Exercise brief:
Which lines in the data contain the word "Olie"? Please copy each of them.

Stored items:
==*==
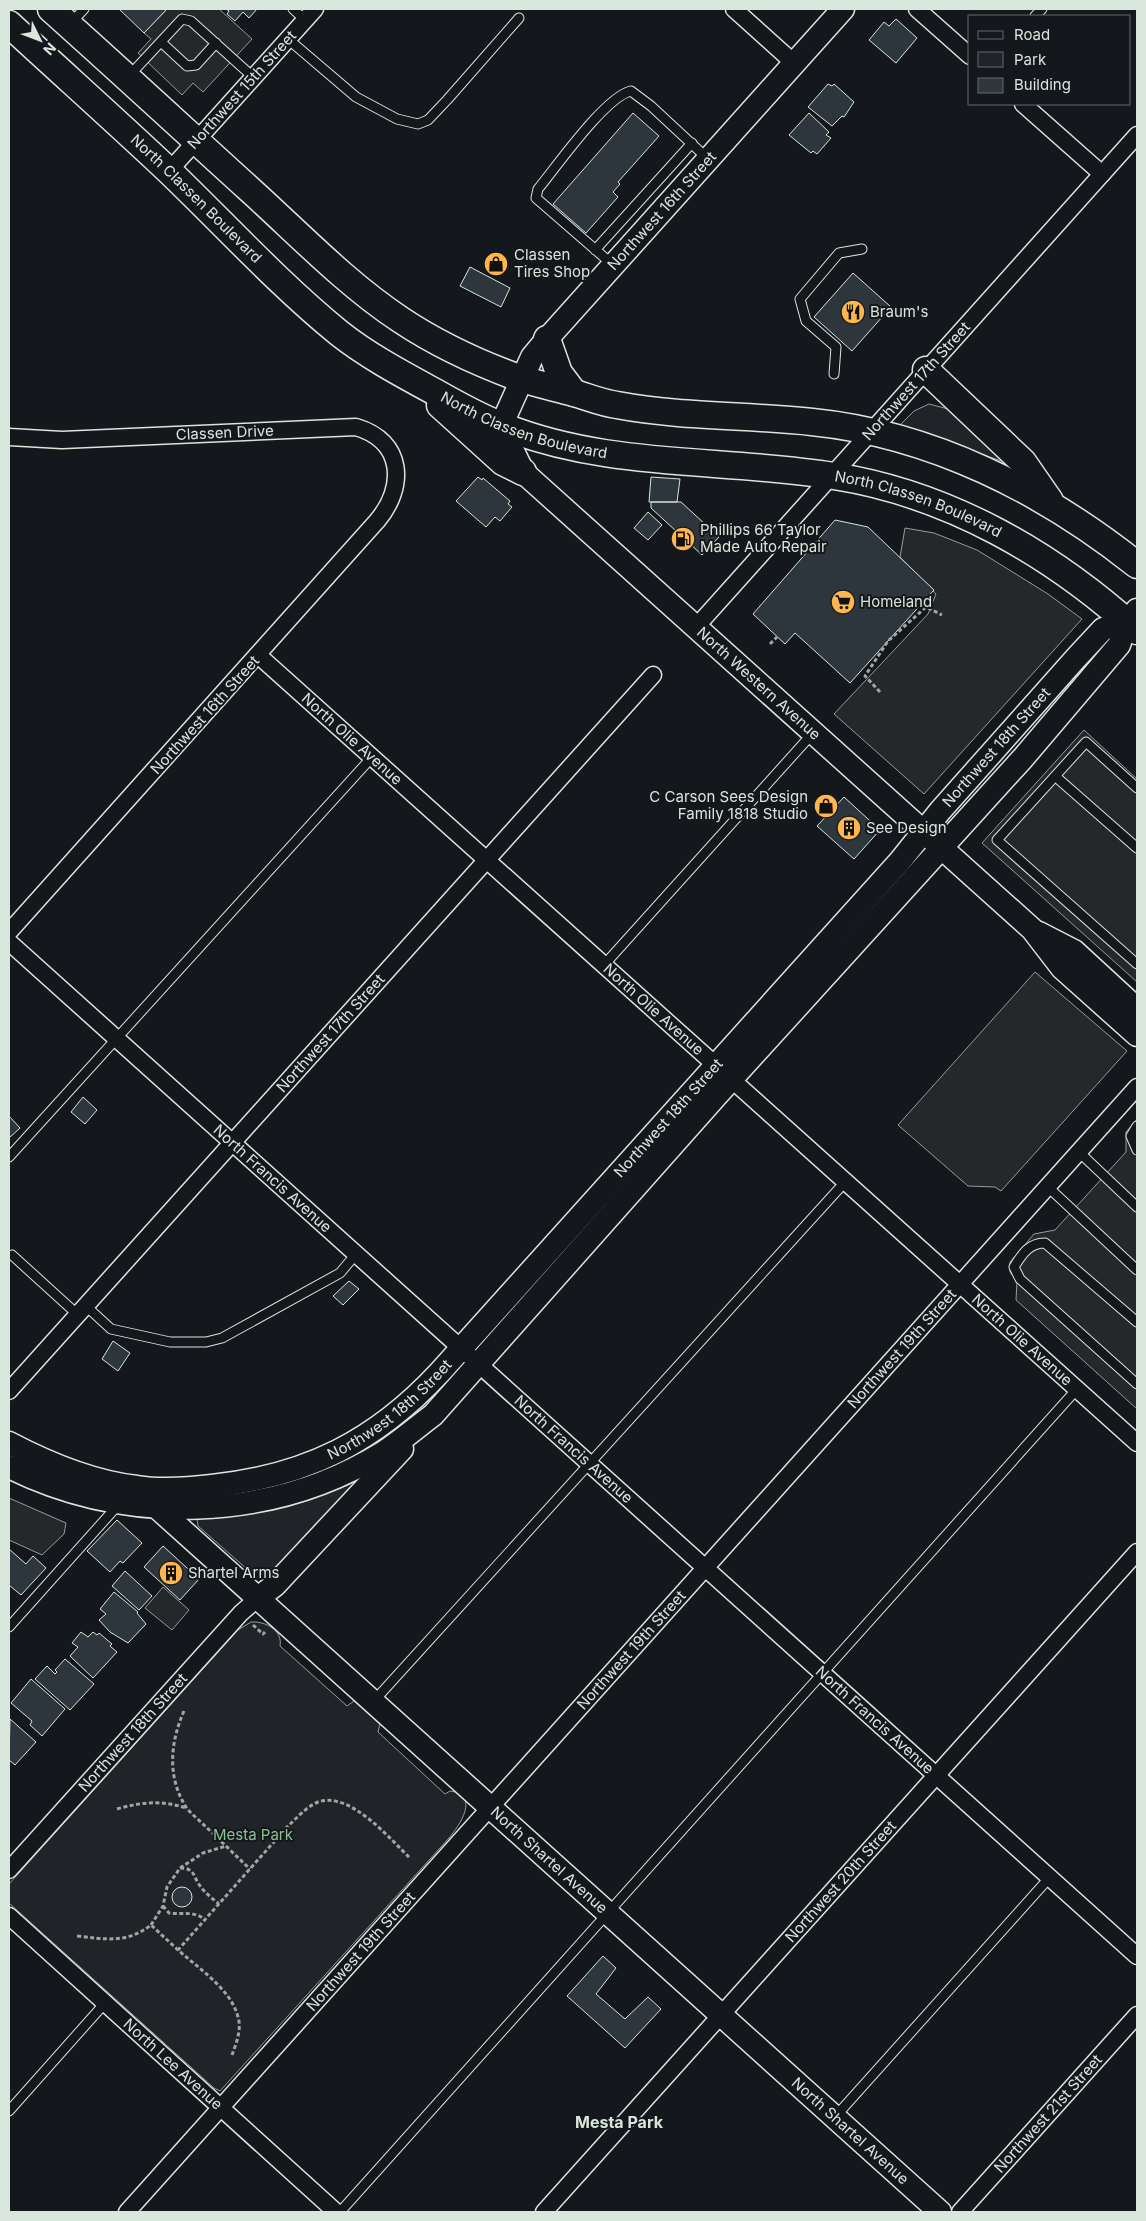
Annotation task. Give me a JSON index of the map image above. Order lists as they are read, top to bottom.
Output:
{
  "streets": {
    "main road": ["North Classen Boulevard"],
    "street": [
      "Northwest 15th Street",
      "Northwest 16th Street",
      "Northwest 17th Street",
      "Classen Drive",
      "North Western Avenue",
      "North Olie Avenue",
      "Northwest 18th Street",
      "North Francis Avenue",
      "Northwest 19th Street",
      "North Shartel Avenue",
      "Northwest 20th Street",
      "North Lee Avenue",
      "Northwest 21st Street"
    ]
  },
  "crossings": [
    ["Northwest 15th Street", "North Classen Boulevard"],
    ["North Classen Boulevard", "Northwest 16th Street"],
    ["North Classen Boulevard", "Northwest 17th Street"],
    ["North Classen Boulevard", "North Western Avenue"],
    ["North Classen Boulevard", "Northwest 18th Street"],
    ["Northwest 16th Street", "Classen Drive"],
    ["Northwest 16th Street", "North Western Avenue"],
    ["Northwest 16th Street", "North Olie Avenue"],
    ["Northwest 17th Street", "North Western Avenue"],
    ["Northwest 17th Street", "North Olie Avenue"],
    ["Northwest 17th Street", "North Francis Avenue"],
    ["North Western Avenue", "Northwest 18th Street"],
    ["North Olie Avenue", "Northwest 18th Street"],
    ["North Olie Avenue", "Northwest 19th Street"],
    ["Northwest 18th Street", "North Francis Avenue"],
    ["Northwest 18th Street", "North Shartel Avenue"],
    ["North Francis Avenue", "Northwest 19th Street"],
    ["North Francis Avenue", "Northwest 20th Street"],
    ["Northwest 19th Street", "North Shartel Avenue"],
    ["Northwest 19th Street", "North Lee Avenue"],
    ["North Shartel Avenue", "Northwest 20th Street"]
  ],
  "districts": ["Mesta Park"],
  "parks": ["Mesta Park"],
  "places": {
    "shop": ["Classen Tires Shop", "C Carson Sees Design Family 1818 Studio"],
    "restaurant": ["Braum's"],
    "fuel station": ["Phillips 66 Taylor Made Auto Repair"],
    "supermarket": ["Homeland"],
    "building": ["See Design", "Shartel Arms"]
  },
  "legend": ["Road", "Park", "Building"],
  "north": "bottom right"
}
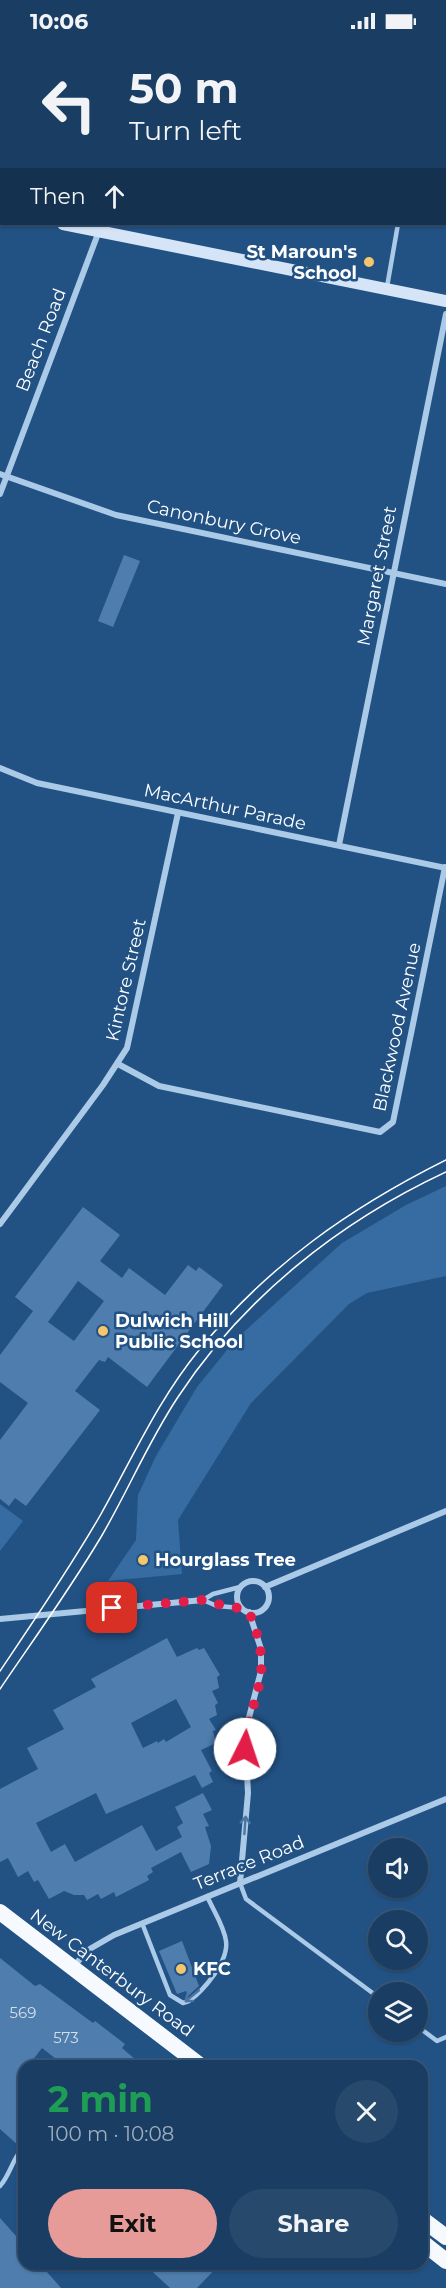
==*==
Task result:
      "North Olie Avenue",
    ["Northwest 16th Street", "North Olie Avenue"],
    ["Northwest 17th Street", "North Olie Avenue"],
    ["North Olie Avenue", "Northwest 18th Street"],
    ["North Olie Avenue", "Northwest 19th Street"],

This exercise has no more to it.